How to choose a garden fence.
Luckily, given that pretty much all of us have at least one, there are as many different types as fence as there are reasons for having one.
If you want wood then cedar is a great choice, but treated pine is cheaper and can be just as effective if well cared for – just check how it’s been treated. Fencing is often either dip-treated, where the wood is submerged in preservative, or pressure-treated where it is dipped in preservative but dried first.
Pressure-treated wood lasts longer but costs more, while dip-treated fences need periodic re-treating. Really it comes down to how much you want to spend.When you buy fencing, you can either have it custom made to specific dimensions or purchase ready-made panels in standard sizes.
You can put the fence up by yourself if you’re a competent (and confident) DIYer, but another pair of hands would be a big help. You won’t need building regs approval or planning permission (though if your property is listed you will need consent) but your fence does need to be structurally sound.
- Decide whether you want to use post supports which are quicker and easier or set your posts in concrete which is stronger but more difficult.
- To get the spacing right, put up the posts and panels alternately as you go down the line.
- For stability, make sure that at least a quarter of the total height of the post – ideally, 60cm – is below ground.
- Use a spirit level as you go to check that your panels are level.
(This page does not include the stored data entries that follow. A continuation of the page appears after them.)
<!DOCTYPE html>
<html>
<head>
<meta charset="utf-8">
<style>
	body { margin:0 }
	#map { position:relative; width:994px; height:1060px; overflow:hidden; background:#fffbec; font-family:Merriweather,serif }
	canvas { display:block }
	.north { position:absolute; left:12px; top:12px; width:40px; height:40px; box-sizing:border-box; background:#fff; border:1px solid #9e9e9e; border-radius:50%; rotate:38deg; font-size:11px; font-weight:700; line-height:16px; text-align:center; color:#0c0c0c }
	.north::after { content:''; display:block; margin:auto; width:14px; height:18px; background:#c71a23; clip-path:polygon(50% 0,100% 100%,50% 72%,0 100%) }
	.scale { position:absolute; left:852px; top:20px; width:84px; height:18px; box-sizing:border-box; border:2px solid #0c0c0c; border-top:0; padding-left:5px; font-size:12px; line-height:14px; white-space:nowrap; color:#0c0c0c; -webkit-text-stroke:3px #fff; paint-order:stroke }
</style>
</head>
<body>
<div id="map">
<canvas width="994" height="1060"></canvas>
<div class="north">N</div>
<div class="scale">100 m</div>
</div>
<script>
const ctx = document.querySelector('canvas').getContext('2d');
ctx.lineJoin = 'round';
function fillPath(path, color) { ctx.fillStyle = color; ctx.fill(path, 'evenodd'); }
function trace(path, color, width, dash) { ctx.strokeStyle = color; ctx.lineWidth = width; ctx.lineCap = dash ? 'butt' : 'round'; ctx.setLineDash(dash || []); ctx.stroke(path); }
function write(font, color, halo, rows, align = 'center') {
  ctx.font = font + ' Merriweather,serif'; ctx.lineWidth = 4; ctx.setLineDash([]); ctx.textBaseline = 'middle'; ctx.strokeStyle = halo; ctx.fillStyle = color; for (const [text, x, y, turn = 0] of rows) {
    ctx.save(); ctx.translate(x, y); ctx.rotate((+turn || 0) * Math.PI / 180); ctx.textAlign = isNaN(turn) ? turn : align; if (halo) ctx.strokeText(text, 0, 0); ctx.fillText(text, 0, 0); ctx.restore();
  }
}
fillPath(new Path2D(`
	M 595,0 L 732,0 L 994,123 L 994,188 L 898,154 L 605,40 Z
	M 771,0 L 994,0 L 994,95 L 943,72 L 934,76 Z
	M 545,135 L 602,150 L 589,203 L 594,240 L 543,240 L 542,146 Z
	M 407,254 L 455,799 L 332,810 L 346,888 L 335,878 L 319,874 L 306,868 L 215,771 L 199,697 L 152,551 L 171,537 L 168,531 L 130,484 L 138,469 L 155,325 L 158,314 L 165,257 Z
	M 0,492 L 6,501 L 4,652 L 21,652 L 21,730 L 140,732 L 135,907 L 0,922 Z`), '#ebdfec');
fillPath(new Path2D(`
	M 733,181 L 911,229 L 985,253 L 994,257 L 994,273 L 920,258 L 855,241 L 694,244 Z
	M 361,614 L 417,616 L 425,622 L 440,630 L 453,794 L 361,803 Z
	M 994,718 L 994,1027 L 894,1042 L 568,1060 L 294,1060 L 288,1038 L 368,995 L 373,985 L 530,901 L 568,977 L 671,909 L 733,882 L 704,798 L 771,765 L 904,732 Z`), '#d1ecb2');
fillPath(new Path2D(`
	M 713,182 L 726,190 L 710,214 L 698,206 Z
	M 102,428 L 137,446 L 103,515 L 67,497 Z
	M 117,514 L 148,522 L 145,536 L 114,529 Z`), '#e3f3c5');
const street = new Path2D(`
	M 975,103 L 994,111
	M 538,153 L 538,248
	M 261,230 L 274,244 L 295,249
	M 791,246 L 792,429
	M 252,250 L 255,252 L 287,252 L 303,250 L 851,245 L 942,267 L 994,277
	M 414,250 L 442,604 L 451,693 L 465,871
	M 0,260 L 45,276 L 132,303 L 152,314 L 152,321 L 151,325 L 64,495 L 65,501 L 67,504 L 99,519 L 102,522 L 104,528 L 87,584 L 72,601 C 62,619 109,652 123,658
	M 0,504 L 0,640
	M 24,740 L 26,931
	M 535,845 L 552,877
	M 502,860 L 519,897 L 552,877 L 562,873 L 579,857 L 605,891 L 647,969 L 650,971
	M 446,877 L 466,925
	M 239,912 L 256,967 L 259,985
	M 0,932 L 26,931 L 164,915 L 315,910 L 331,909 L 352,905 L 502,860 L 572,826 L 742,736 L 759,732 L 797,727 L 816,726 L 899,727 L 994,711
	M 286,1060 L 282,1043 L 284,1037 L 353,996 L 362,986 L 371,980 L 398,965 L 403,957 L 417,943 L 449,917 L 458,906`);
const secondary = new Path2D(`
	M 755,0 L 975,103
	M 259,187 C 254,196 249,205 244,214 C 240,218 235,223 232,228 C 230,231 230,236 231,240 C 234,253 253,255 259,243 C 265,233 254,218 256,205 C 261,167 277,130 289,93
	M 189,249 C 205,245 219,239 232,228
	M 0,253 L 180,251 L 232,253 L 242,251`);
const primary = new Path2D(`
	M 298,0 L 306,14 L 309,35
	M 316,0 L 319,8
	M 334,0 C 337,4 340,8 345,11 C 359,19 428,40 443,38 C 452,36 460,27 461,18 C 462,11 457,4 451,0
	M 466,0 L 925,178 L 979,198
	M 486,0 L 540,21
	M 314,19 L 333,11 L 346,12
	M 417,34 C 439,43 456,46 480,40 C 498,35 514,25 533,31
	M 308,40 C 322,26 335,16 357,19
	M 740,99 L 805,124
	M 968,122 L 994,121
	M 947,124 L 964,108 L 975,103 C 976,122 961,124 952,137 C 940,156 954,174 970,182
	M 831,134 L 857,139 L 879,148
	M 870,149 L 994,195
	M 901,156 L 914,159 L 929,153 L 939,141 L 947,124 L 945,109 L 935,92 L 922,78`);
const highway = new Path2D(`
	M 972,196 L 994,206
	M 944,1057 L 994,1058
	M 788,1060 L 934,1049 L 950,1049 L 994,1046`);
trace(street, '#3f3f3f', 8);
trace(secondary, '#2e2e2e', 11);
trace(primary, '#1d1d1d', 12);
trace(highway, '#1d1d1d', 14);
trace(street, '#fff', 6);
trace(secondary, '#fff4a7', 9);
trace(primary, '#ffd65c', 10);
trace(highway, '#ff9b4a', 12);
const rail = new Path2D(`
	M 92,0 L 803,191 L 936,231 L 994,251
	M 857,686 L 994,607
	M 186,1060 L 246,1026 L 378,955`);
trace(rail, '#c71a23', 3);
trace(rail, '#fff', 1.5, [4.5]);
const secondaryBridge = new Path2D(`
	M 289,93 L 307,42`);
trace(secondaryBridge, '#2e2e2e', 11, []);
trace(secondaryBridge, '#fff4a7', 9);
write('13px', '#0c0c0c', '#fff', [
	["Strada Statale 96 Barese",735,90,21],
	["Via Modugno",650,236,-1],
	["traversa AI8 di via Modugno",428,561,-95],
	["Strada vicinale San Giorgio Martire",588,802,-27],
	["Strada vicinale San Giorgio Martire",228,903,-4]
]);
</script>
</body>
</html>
- Use pressure-treated gravel boards below the panels to prolong the fence’s life.
- Remember that fences need to step up or down if they’re on a slope.
- Leave holes for hedgehogs under solid fences so they can move freely.
- Protect the timber from weathering by using post caps.
If your panels are heavy, use 100mm posts for additional strength.To mark rear garden boundaries, solid timber fencing, such as feather edge or lap panel, is best. Feather edge is stronger and more weather resistant.
It can be bought as individual panels or feather boards can be bought separately and fitted into a frame which gives you an uninterrupted stretch of fence. Lap fencing usually comes as panels and is cheaper.
If you want to screen off different garden areas, then you can use fencing that is less robust. Traditional square or lattice trellising is a good choice because it doesn’t block out sunlight and you can grow climbing plants against it to create a living wall. An alternative is slatted screening.
Picket-style fencing provides a low barrier – great for sectioning off a vegetable patch or gently demarcating territory – and you could always grow a hedge behind the fence or allow climbers to grow between the rails.
For a more rustic look, woven fencing made from willow or hazel is ideal – it’s practical too as it can be woven in place to fit curves and its open structure makes it wind-resistant. For a higher fence, woven panels can be strong and will protect plants from strong wind without blocking the sunlight.
Modern-looking slatted screens are ideal for attaching garden lights to if you’re enjoying the twilight but during the day they create shade while allowing a little light through, and if you like the industrial look, you could opt for a hardwearing metal fence or even classic iron railings. Good for security, there are plenty to choose from, and you can paint them in lots of colours – just like you can with fence paints.
Basically, with a little fencing aforethought, you can find the fence that suits your needs and turn it into as much of a feature as a necessity.